Blogger Jaime said...

Hi Al - are you familiar with John Howe? He's an artist who, along with Alan Lee, is best known for shaping the overall look of Peter Jackson's LORD OF THE RINGS film trilogy. In the 'making of' portions of the dvds, Howe rather looks like he himself could have played Saruman as a youngish man (if Saruman was ever young). Anyway, he has a book called FORGING DRAGONS, which is full of his artwork and, almost more interesting to me, his musings on the various strains of dragon-hood throughout world myth and how best to depict them. Of course, as a visual artist, he has to pin those beasts to paper in more concrete terms than you do in prose. Words on the page can transcend the visual, it seems to me, so that for a reader a creature abiding by 'mystical seas (in the)...eternal and ancient lands of Romance' can be concrete and fully formed in the mind's eye without niggling questions of "What does it look like?" and "How big is it?"

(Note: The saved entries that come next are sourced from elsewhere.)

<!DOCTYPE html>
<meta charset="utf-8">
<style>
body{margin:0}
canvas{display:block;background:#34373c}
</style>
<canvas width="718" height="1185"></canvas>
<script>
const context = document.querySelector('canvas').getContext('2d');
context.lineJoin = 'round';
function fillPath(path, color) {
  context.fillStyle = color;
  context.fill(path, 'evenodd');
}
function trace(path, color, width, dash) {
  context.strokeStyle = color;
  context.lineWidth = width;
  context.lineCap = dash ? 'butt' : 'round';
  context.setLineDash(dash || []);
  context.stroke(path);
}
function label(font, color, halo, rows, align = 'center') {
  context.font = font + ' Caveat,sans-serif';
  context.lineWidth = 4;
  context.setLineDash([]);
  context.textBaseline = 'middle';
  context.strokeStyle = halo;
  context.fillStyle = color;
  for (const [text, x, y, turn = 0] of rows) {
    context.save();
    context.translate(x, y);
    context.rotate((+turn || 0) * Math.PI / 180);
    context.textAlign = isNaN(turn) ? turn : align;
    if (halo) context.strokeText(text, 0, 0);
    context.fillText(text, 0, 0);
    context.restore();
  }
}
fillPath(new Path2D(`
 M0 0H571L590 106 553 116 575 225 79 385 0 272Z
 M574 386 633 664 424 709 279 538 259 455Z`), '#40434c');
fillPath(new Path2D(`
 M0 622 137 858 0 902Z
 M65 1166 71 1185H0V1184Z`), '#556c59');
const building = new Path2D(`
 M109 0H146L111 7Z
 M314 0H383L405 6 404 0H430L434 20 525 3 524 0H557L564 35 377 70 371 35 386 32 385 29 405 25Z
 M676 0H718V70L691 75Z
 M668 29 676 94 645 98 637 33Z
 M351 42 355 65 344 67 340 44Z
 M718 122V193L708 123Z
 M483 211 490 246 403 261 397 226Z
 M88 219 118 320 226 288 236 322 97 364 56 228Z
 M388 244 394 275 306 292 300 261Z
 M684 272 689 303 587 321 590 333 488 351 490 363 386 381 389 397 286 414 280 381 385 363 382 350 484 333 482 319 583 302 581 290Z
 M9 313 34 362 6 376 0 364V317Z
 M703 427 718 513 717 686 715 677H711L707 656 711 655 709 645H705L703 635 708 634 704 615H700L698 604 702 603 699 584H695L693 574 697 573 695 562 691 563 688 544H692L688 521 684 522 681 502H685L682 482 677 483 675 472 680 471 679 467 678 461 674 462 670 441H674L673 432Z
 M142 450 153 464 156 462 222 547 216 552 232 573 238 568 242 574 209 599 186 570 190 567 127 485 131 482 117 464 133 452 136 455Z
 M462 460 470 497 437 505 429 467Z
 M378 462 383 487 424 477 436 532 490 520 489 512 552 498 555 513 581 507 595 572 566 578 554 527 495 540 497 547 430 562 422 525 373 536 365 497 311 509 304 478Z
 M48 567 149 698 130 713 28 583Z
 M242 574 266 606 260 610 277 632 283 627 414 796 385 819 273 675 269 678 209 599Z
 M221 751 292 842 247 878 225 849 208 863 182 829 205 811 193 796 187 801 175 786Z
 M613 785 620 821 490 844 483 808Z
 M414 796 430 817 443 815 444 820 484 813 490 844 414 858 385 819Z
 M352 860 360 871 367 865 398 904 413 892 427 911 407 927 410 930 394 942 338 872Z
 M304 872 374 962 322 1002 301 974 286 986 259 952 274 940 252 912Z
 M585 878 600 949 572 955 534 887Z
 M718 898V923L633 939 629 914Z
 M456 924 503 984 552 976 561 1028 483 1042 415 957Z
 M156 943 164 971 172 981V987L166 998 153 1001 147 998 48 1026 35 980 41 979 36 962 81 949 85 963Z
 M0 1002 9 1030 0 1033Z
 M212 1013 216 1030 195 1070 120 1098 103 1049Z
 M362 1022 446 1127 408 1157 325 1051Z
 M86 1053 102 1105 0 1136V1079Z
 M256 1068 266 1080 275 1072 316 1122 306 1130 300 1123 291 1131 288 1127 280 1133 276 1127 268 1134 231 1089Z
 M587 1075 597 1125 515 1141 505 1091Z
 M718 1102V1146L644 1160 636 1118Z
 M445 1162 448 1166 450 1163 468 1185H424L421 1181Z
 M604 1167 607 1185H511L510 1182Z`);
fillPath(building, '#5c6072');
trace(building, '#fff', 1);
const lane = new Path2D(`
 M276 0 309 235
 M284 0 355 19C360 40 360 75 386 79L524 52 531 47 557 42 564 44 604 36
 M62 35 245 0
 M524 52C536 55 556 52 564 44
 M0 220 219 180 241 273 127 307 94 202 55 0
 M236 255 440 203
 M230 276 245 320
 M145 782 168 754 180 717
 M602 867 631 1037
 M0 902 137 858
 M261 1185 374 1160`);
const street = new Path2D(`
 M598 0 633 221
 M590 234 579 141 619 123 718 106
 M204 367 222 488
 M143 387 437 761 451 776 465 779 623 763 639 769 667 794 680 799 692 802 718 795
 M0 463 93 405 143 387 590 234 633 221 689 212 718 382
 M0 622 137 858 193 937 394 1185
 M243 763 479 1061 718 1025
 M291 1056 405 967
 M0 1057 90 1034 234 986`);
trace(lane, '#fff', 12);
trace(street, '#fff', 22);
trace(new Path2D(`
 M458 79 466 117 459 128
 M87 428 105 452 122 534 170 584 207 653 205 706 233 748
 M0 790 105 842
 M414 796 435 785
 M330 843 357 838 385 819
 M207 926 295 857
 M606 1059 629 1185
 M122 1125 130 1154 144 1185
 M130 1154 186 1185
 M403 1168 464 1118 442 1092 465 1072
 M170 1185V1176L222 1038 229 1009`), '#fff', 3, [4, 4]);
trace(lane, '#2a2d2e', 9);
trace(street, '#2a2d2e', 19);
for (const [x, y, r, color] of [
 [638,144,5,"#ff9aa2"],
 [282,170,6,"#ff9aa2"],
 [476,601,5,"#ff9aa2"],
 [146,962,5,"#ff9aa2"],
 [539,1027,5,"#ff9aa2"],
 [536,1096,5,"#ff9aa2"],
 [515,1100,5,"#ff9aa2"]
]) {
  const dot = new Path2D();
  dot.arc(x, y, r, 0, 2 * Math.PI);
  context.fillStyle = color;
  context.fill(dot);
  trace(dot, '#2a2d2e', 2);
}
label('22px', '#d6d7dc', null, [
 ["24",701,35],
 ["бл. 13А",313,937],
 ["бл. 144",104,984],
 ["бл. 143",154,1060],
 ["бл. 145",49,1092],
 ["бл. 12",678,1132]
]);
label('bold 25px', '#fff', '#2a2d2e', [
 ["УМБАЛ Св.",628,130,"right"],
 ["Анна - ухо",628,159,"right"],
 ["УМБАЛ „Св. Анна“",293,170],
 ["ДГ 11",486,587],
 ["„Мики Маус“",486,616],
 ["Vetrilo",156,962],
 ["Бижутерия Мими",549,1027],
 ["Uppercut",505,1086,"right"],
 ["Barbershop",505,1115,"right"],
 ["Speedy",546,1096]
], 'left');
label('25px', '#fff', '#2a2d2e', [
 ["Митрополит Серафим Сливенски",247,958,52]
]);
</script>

April 24, 2012 at 8:44 AM  
Blogger A. A. Attanasio said...

Thanks, Jaime, for pointing out Howe and Lee. I found interviews with them at YouTube and lots of their vivid imagery online. They complement each other well, it seems: Lee is soulful, haunted even, and Howe captures spirited freezeframes of action. They’re masterful hunters of the transcendental, aren’t they? When a visual artist depicts a dragon, we see a whisper of eternity in the sudden world. The dragon exists right there, in front of our eyes! We recognize with blood memory the saurian contours and predatory stare. But it doesn’t move. Its stillness veers into a higher dimension, orthogonal to time. Illuminating!